By Scott Shaw
To the average person in the world, when they hear that an individual is a black belt, they believe that is the ultimate step in one’s martial art journey. The black belt is the pinnacle. And yes, in some ways it is.
To the person who is training in the martial arts, however, they know that earning the black belt is just a step in the process. There is degrees of black belt and the first level of black belt, the first dan, is understood to be just the beginning.
By tradition, one is not even considered to be an instructor until they have reach the 4th dan black belt, which takes about ten years from the point of earning on the 1st dan black belt. In this, and because of this, there has arisen a big problem in the realms of the martial arts; especially within the modern martial arts base in the Western world. What has been born is the desire for more. More, before the individual has accrued the time to actually be at the level of understanding that it takes to be a true teacher of the martial arts. From this, all kinds of problems have arisen.
Throughout my years of involvement in the martial arts, which is now almost sixty, I have watched as so many organizations have come and gone; all based in the purpose of making the Westerner climb up the rank ladder faster than was traditionally deemed appropriate.
The simply formal, laid down by the founders of the Japanese martial arts, that gave rise to the Korean martial arts, and their rank system, was after the 1st dan black belt it was two more years of training to reach the 2nd dan, three more years of training to reach the 3rd dan, four more years after that to reach the 4th dan, five more years of training to reach the 5th dan, and so on. But, this formal structure was washed out the window long ago, leaving us with so many high ranking martial artists, that are far too young to be the rank they currently hold, that it is not even fathomable. This has given rise to so many accusation among practicing martial artists that it is not even funny.

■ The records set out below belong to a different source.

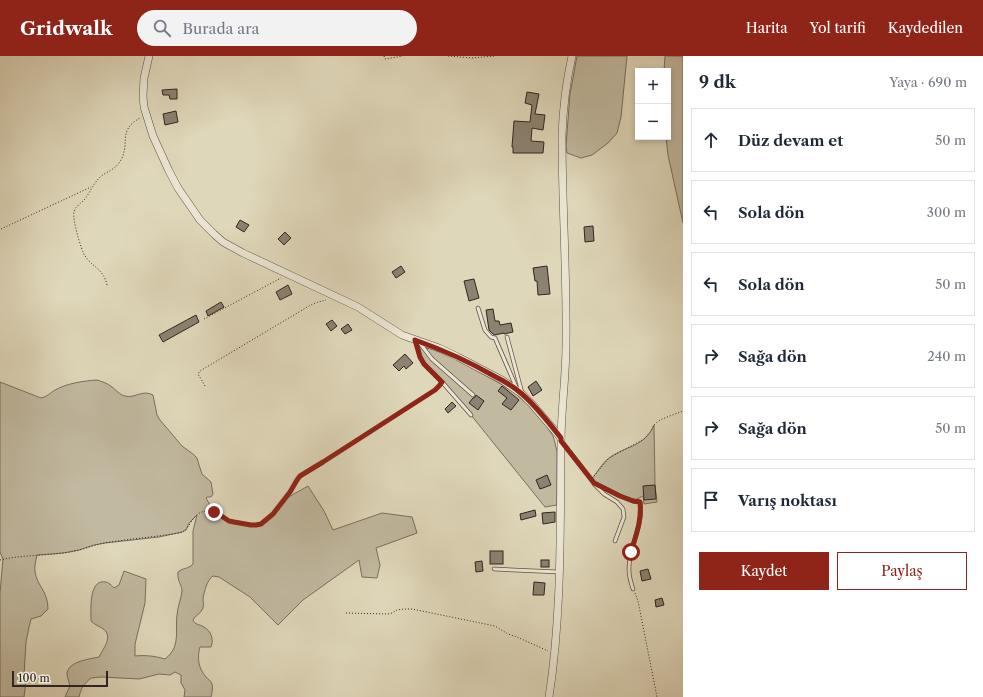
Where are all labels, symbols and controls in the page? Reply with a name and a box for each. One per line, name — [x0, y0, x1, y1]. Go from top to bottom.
search box — [137, 10, 417, 46]
text: Gridwalk — [20, 17, 113, 40]
icon: search — [151, 17, 173, 39]
text: Burada ara — [183, 19, 259, 38]
text: Harita — [746, 19, 788, 37]
text: Yol tarifi — [810, 19, 866, 37]
text: Kaydedilen — [888, 19, 963, 37]
map controls — [635, 68, 671, 140]
button: + — [635, 68, 671, 104]
text: 9 dk — [699, 72, 736, 92]
text: Yaya · 690 m — [889, 74, 967, 90]
button: − — [635, 104, 671, 140]
icon: ahead — [700, 129, 722, 151]
text: Düz devam et — [738, 131, 843, 150]
text: 50 m — [935, 132, 966, 148]
icon: left — [700, 201, 722, 223]
text: Sola dön — [738, 203, 805, 222]
text: 300 m — [927, 204, 966, 220]
icon: left — [700, 273, 722, 295]
text: Sola dön — [738, 275, 805, 294]
text: 50 m — [935, 276, 966, 292]
icon: right — [700, 345, 722, 367]
text: Sağa dön — [738, 347, 807, 366]
text: 240 m — [927, 348, 966, 364]
icon: right — [700, 417, 722, 439]
text: Sağa dön — [738, 419, 807, 438]
text: 50 m — [935, 420, 966, 436]
icon: arrive — [700, 489, 722, 511]
text: Varış noktası — [738, 491, 837, 510]
route end — [205, 503, 223, 521]
route start — [622, 543, 640, 561]
button: Kaydet — [699, 552, 829, 590]
button: Paylaş — [837, 552, 967, 590]
scale bar — [12, 669, 108, 688]
text: 100 m — [18, 671, 50, 685]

When discussing this situation, I frequent recount the time I was speaking with Bill “Superfoot” Wallace regarding an article I was writing about him for a magazine. He so eloquently stated, “Back in the day if a person was a 1st degree black belt, they were impossible to touch. If they were a 2nd degree black belt, forget about it, they would tear you apart. Now, everyone is an 8th, 9th or 10th degree black belt and they are terrible.” Sadly, that became one of the definitions of the modern Western martial arts.

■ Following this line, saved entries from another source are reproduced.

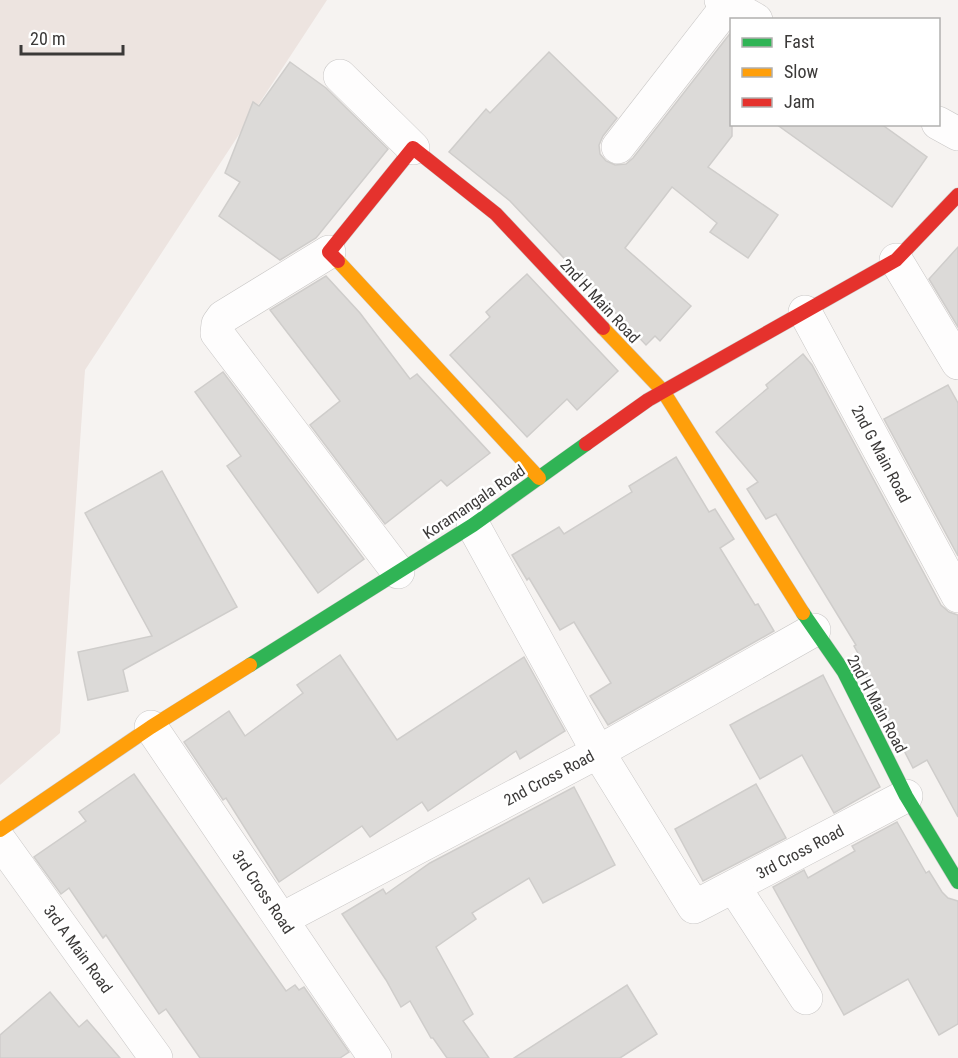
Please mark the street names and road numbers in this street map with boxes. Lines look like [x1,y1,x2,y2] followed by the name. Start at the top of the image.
[556,255,644,347] street label: 2nd H Main Road
[847,402,915,506] street label: 2nd G Main Road
[419,461,529,543] street label: Koramangala Road
[843,652,911,756] street label: 2nd H Main Road
[501,746,597,810] street label: 2nd Cross Road
[753,821,847,883] street label: 3rd Cross Road
[228,847,298,937] street label: 3rd Cross Road
[40,901,116,997] street label: 3rd A Main Road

This is nothing new, however. From the time when I was first branching out from my original instructor, which was a very sheltered study situation, I began to hear about this teacher making bad comments about the inabilities of that instructor, and so on. These negative comments seemly became the cornerstone of the modern martial arts. And, it has continued forward onto today.
For anyone involved in the martial arts, all they have to do is to listen to how this student speaks about the lacking’s of that student, this instructor or school dismisses that other teacher or school. How one instructor at a school criticizes another martial artist, no matter what level of accomplishments that person has achieved. Or maybe particularly if that other marital artist has achieved something more than the individual casting the negative words has accomplished. How a certain style is proclaimed to be superior to another system, by its practitioners, no matter how ancient that other system may. On and on and on…

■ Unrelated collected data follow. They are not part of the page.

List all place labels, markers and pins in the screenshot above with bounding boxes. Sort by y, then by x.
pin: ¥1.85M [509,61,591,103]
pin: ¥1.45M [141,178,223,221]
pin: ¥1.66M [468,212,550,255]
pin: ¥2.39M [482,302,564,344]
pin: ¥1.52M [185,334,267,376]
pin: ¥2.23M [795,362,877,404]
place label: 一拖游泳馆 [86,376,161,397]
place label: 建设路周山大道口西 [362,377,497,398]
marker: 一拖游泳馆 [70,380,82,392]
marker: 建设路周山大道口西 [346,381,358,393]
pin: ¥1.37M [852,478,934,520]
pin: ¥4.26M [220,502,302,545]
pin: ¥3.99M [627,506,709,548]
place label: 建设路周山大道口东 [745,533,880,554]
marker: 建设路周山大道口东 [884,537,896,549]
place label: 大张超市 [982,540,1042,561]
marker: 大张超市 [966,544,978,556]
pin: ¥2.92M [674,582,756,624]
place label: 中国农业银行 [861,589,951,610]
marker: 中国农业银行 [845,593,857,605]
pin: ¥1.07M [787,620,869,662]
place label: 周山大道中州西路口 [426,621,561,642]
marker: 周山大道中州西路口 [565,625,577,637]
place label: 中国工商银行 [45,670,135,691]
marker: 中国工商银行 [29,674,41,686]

But, is this how the martial arts should be? Is this how martial artists should behave? Is this what the martial arts were designed for? Is this their true spiritual essence? Is this what the black belt truly means? Or, is this simply ego?
I was looking through some papers I wrote on the subject of the martial arts back in 1981. Though I was only twenty-three at the time, I had been involved with the martial arts for almost twenty years. Even then, I was discussing how the formal belt system should be revamped and that the back belt ranks should be removed, leaving only, the singular black belt, the instructor, and the advanced instructor for those teaching the more high-level students of the art. Wouldn’t that just be better Wouldn’t that remove a lot of the nonsense?
I believe that this is an important thing to think about for you martial artists out there, and for you non-martial artists, as well. If someone is casting disparaging remarks about anyone or anything, doesn’t that make them a lower-level individual? Should you really train under and/or follow a person who possess that temperament? And, if rank is nothing more than a number placed on a piece of paper, so a person can somehow feel better about themselves, somehow feel like they are something more than someone else, gain an ego boost when somebody calls them, “Sensei,” “Sabumnin,” “Master,” “Grand Master,” or “Whatever,” doesn’t that tell you that they are simply an insecure individual who is trying to impart their knowledge solely for their need to be anointed with praise or accolades?
The problem that is born by operating from within this perspective, either in the martial arts or in life, is that, yes, you may hold the advanced rank, but you have not developed the acquire wisdom through the knowledge provided by time and experience that goes hand-in-hand with the years of training originally designated to achieve said rank. Thus, true knowledge and the ability to impart true knowledge has been diminished if not lost altogether.
Life is really an easy process, if you make it easy. Some people, who are not whole and are lacking within themselves, seek that outward something to make them feel like they are something more. They want to be a superhero. If someone needs titles and outside adulation to help to define who and what they are, then, who and what are they?
In Zen, in Tao, at the essence of the true martial arts, the true teachers rebuked the need for titles. They simply taught what they knew in order to help their students become a better and more pure proponent of life. Isn’t that the type of person you should study from no matter what the subject is?